● WHAT IS REQUIRED: After going through the data below, state how many lines contain "function", and nothing else.

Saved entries

------------------------------------------------------------

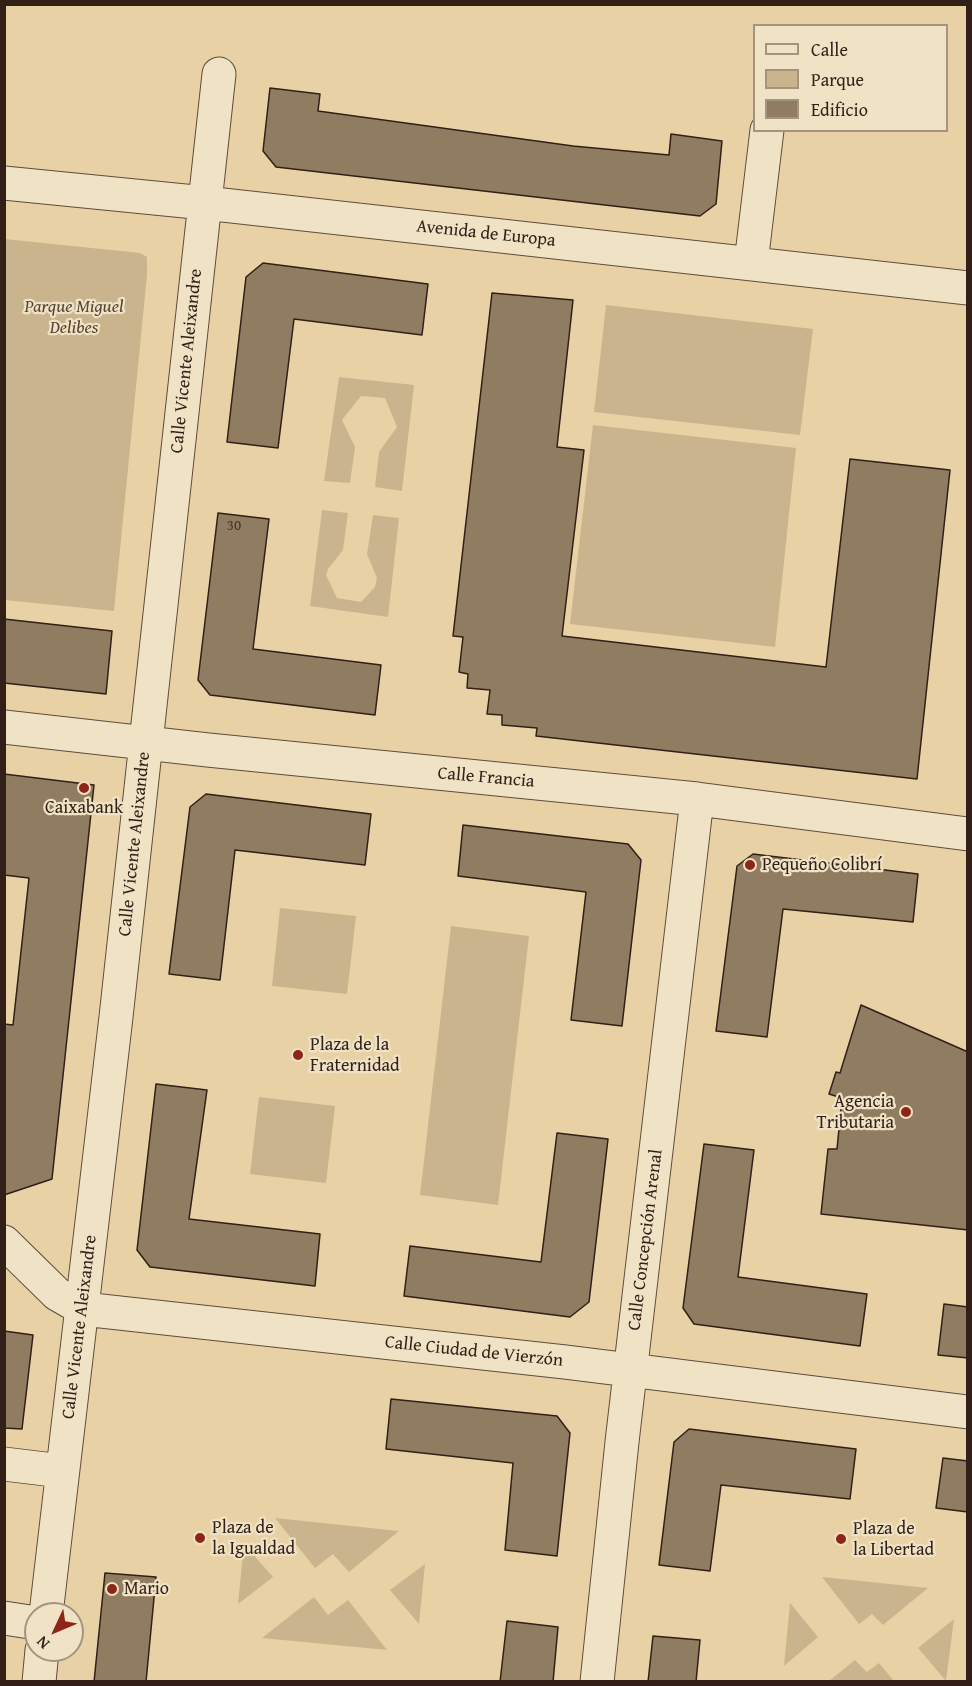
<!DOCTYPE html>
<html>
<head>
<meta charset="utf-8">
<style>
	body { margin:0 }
	#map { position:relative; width:972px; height:1686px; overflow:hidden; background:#e8d2a5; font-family:"Gentium Book Plus",serif }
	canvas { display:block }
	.frame { position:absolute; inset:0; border:6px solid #311f18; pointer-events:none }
	.legend { position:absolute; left:753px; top:24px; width:195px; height:108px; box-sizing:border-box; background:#f0e2c4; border:2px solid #a4947f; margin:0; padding:8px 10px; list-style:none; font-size:18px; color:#311f18 }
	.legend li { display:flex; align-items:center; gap:12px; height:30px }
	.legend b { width:30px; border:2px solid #a4947f }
	.north { position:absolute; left:24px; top:1602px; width:60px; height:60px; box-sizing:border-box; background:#f0e2c4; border:2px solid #a4947f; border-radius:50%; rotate:226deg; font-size:16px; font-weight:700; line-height:24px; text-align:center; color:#311f18 }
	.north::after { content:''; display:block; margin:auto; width:21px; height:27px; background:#8f2418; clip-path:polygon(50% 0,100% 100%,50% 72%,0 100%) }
</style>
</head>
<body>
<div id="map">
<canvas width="972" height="1686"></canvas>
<div class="frame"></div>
<ul class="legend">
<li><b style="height:8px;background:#f0e2c4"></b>Calle</li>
<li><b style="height:16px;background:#c9b48d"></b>Parque</li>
<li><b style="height:16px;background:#907c61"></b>Edificio</li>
</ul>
<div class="north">N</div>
</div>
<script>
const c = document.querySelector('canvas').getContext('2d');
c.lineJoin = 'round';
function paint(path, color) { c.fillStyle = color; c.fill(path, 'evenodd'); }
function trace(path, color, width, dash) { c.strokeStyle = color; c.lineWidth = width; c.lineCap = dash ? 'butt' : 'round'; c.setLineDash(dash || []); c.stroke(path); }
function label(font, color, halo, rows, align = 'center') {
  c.font = font + ' "Gentium Book Plus",serif'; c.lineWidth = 4.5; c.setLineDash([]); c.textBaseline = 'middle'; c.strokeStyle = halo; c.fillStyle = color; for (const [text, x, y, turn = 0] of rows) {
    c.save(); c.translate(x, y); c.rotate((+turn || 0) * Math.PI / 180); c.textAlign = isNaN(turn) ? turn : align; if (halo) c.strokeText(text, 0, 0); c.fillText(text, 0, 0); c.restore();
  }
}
const green = new Path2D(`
	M 5,239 L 140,253 L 147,257 L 147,275 L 114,611 L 5,600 Z
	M 606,305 L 813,329 L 800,435 L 594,412 Z
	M 339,377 L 414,385 L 402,491 L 375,487 L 379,452 L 397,427 L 385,398 L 361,396 L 342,420 L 355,447 L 350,483 L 324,481 Z
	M 593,425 L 796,448 L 775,647 L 570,624 Z
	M 322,510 L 348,513 L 343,550 L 328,569 L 326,575 L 337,598 L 361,602 L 375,587 L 377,578 L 367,554 L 373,515 L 399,518 L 388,617 L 310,606 Z
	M 280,908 L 356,916 L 347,994 L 272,986 Z
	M 451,926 L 529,936 L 498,1205 L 420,1195 Z
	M 259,1097 L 335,1106 L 326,1183 L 250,1174 Z
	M 275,1518 L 399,1531 L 349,1572 L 333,1554 L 315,1568 Z
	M 244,1544 L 273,1577 L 238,1604 Z
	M 425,1564 L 419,1624 L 390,1590 Z
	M 822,1577 L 928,1588 L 883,1625 L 872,1614 L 859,1624 Z
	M 314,1597 L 328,1615 L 348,1600 L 387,1650 L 262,1638 Z
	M 790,1603 L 818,1637 L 784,1666 Z
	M 954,1619 L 946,1681 L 918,1648 Z
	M 855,1660 L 867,1672 L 879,1663 L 894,1681 L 829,1681 Z`);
const building = new Path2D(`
	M 270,88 L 320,94 L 318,111 L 573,146 L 669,155 L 671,134 L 722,141 L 716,204 L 700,216 L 276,167 L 263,151 Z
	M 263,263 L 428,284 L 422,335 L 294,319 L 278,448 L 227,442 L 246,277 Z
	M 492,293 L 573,300 L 557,447 L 584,450 L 562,636 L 826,667 L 850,459 L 950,470 L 917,779 L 536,736 L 537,728 L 502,725 L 502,715 L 487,714 L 490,690 L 467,688 L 468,674 L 459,672 L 463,637 L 453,636 Z
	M 218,513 L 269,519 L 253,649 L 381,665 L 375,715 L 210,695 L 198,680 Z
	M 4,619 L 112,631 L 106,694 L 4,683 Z
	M 4,774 L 94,785 L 52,1179 L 4,1195 L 4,1024 L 13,1025 L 29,878 L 4,875 Z
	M 206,794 L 371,814 L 365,865 L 235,850 L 220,980 L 169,974 L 190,807 Z
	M 463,825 L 628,844 L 641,860 L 622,1026 L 571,1020 L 586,892 L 458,876 Z
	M 753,854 L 918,874 L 913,922 L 783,909 L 767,1037 L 716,1031 L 737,866 Z
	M 861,1005 L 968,1052 L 968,1230 L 821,1214 L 828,1149 L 837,1149 L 842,1098 L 829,1094 L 836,1072 L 840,1073 Z
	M 156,1084 L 207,1090 L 189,1219 L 320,1234 L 315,1286 L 150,1267 L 137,1250 Z
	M 557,1133 L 608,1139 L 589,1302 L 570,1317 L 404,1296 L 410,1246 L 541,1262 Z
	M 704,1144 L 754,1150 L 738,1277 L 867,1294 L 860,1346 L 694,1324 L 683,1308 Z
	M 944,1304 L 968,1307 L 968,1358 L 938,1355 Z
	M 4,1331 L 33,1335 L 22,1429 L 4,1428 Z
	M 391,1399 L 557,1416 L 570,1433 L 557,1556 L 505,1550 L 513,1463 L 386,1449 Z
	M 689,1429 L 856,1449 L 850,1499 L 721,1485 L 710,1571 L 659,1565 L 674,1442 Z
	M 943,1458 L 968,1461 L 968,1512 L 936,1508 Z
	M 105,1573 L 156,1577 L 146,1682 L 94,1682 Z
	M 507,1621 L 558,1627 L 553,1682 L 500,1682 Z
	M 653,1636 L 700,1640 L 696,1682 L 648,1682 Z`);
const minor = new Path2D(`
	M 4,183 L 205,203 L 968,288
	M 751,263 L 767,130
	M 4,727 L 208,750 L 697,799 L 968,834
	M 4,1242 L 57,1294 L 83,1309 L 565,1362 L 968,1412
	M 4,1464 L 62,1471
	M 46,1614 L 116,1017 L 219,74
	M 4,1618 L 30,1622
	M 39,1682 L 42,1650
	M 597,1682 L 622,1442 L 697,799`);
const markers = [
	[84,788,6,"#8f2418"],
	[750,865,6,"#8f2418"],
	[298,1055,6,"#8f2418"],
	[906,1112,6,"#8f2418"],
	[200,1538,6,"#8f2418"],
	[841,1539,6,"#8f2418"],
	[112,1589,6,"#8f2418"]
];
const numberNames = [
	["30",234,526]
];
const streetNames = [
	["Avenida de Europa",486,234,6],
	["Calle Vicente Aleixandre",187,361,-84],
	["Calle Francia",486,778,5],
	["Calle Vicente Aleixandre",135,844,-84],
	["Calle Concepción Arenal",646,1240,-83],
	["Calle Vicente Aleixandre",80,1327,-83],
	["Calle Ciudad de Vierzón",474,1352,6]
];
const parkNames = [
	["Parque Miguel",74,307],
	["Delibes",74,328]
];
const poiNames = [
	["Caixabank",84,808,"center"],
	["Pequeño Colibrí",762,865],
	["Plaza de la",310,1045],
	["Fraternidad",310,1066],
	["Agencia",894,1102,"right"],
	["Tributaria",894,1123,"right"],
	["Plaza de",212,1528],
	["la Igualdad",212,1549],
	["Plaza de",853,1529],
	["la Libertad",853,1550],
	["Mario",124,1589]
];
paint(green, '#c9b48d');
paint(building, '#907c61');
trace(building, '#311f18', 1.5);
trace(minor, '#5f4c3b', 35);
trace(minor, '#f0e2c4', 33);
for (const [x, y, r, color] of markers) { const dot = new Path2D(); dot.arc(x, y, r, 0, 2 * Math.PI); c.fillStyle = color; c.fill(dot); trace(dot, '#f0e2c4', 2); }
label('15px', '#49362a', null, numberNames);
label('18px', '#311f18', '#f0e2c4', streetNames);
label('italic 18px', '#574435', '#f0e2c4', parkNames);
label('18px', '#311f18', '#f0e2c4', poiNames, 'left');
</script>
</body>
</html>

------------------------------------------------------------

● ANSWER SPACE: 3